Gonorrhoea has increased across the population as a whole, however, with a fifth more cases diagnosed in 2017 than the year before.
Syphilis and gonorrhoea are both highly contagious and, unlike some STIs, can be contracted through oral sex.
On top of changes to sexual behaviour, more people are attending STI clinics meaning more cases of syphilis are being diagnosed. So that’s likely to explain part of the rise.
And men who have sex with men are more likely to get tested, so it’s possible there are more people with undiagnosed infections in the rest of the population.
Sexual health clinic attendances increased by more than 10% between 2013 and 2016, and by about 30% among men who have sex with men.
But the increase in infections has outstripped the increase in testing, suggesting there’s been a genuine rise in STIs.
Budget cuts to sexual health services have also been pointed to as a possible cause.
Head of policy at HIV charity the Terrence Higgins Trust, Debbie Laycock, said: “Continued deep cuts to sexual health services across England are definitely playing a part in this rise.

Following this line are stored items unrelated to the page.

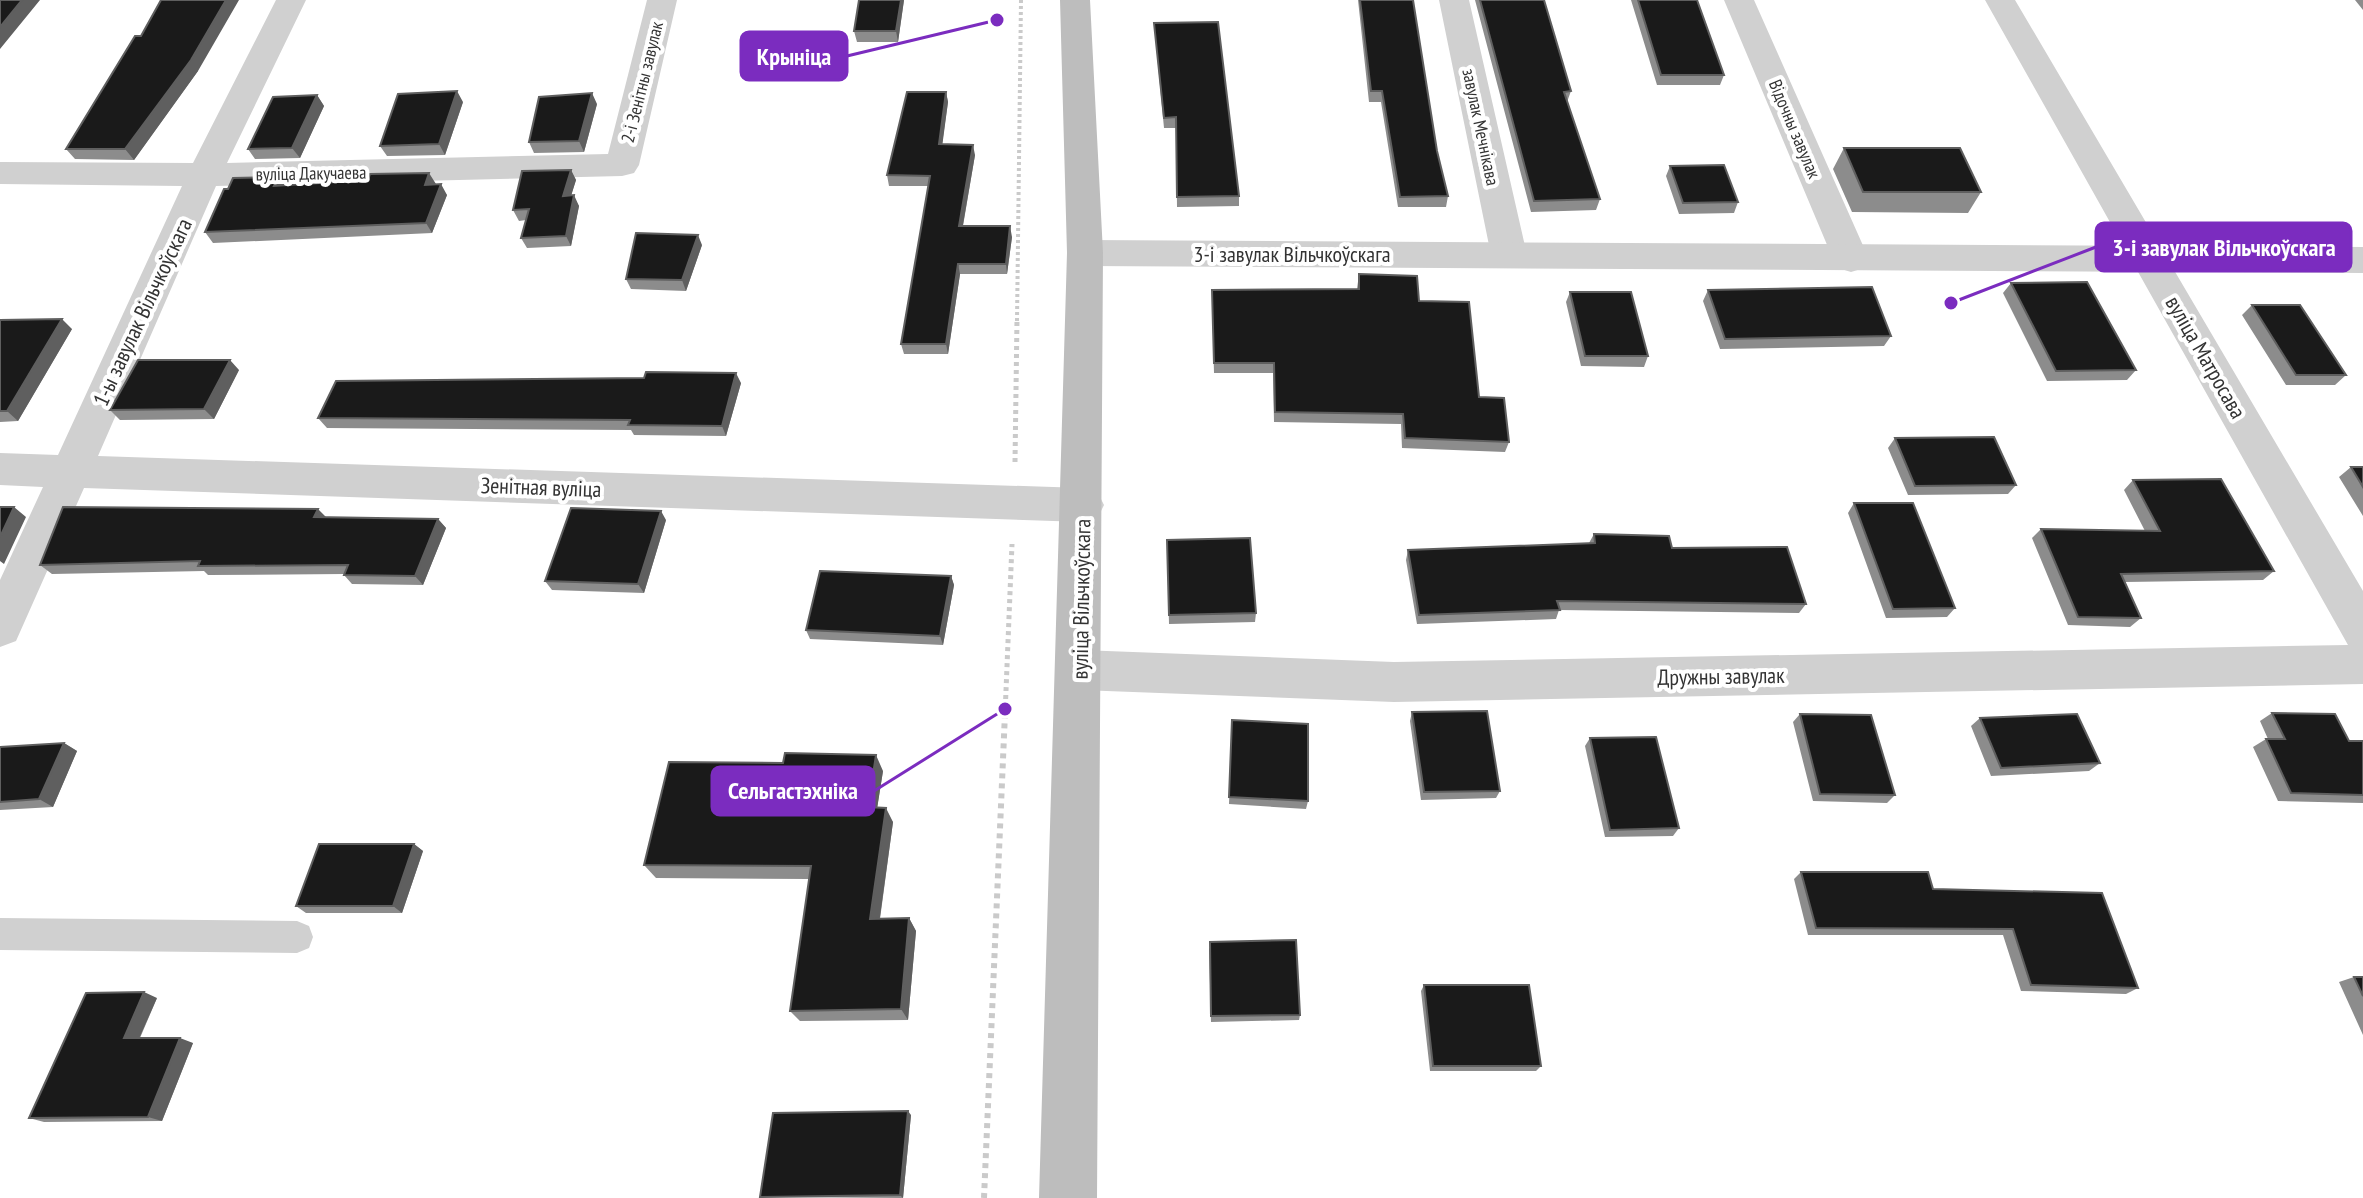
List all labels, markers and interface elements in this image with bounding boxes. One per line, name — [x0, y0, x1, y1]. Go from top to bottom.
street label: 2-і Зенітны завулак — [616, 19, 668, 145]
callout: Крыніца — [741, 32, 847, 80]
text: Крыніца — [757, 41, 831, 72]
street label: завулак Мечнікава — [1457, 66, 1505, 188]
street label: Відочны завулак — [1764, 76, 1826, 182]
street label: вуліца Дакучаева — [256, 161, 366, 185]
street label: 1-ы завулак Вільчкоўскага — [86, 214, 198, 410]
callout: 3-і завулак Вільчкоўскага — [2096, 223, 2351, 271]
text: 3-і завулак Вільчкоўскага — [2112, 232, 2336, 263]
street label: 3-і завулак Вільчкоўскага — [1194, 240, 1390, 268]
street label: вуліца Матросава — [2160, 291, 2252, 423]
street label: Зенітная вуліца — [480, 471, 602, 503]
street label: вуліца Вільчкоўскага — [1066, 518, 1096, 680]
street label: Дружны завулак — [1657, 661, 1785, 691]
callout: Сельгастэхніка — [712, 767, 874, 815]
text: Сельгастэхніка — [728, 775, 858, 806]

“The number of people accessing sexual health services has continued to rise, demand is on the increase and we’re hearing day-to-day more and more people are saying they’re being turned away from sexual health clinics so they can’t even get in the door – and that’s even people who have symptoms.”
When it becomes harder to get an appointment, this is particularly likely to deter people who don’t have symptoms but just want a routine test. Those routine tests help pick up infections at an early stage and stop them being spread to too many other people.
There’s some push and pull going on here – more testing leads to more diagnoses which can drive up the figures, but at the same time leads to early detection and stops infections being spread which pushes them back down as well.
A BBC investigation found some sexual-health clinics faced closure or reduced hours as almost half the councils in England (which fund the clinics) plan to cut spending.
But this rise in infections has been going on for years – and the particular spike in certain infections over others suggests that, again, cuts alone may not be the whole answer. That’s where those lifestyle factors come into play.
Budget cuts aside, where resources are focused in the health service makes a difference to STI rates, both in less and more financially straitened times.
The national chlamydia screening programme from the early 2000s has been linked to a rise in cases being diagnosed, and the fall in testing in recent years has also coincided with a fall in infections diagnosed.
The HPV vaccination programme has been linked to a fall in cases of genital warts, particularly among young women.
And new diagnoses of HIV have fallen considerably in the last two years as a result of better testing and faster treatment preventing its spread, as well as some people accessing pre-exposure prophylaxis drugs.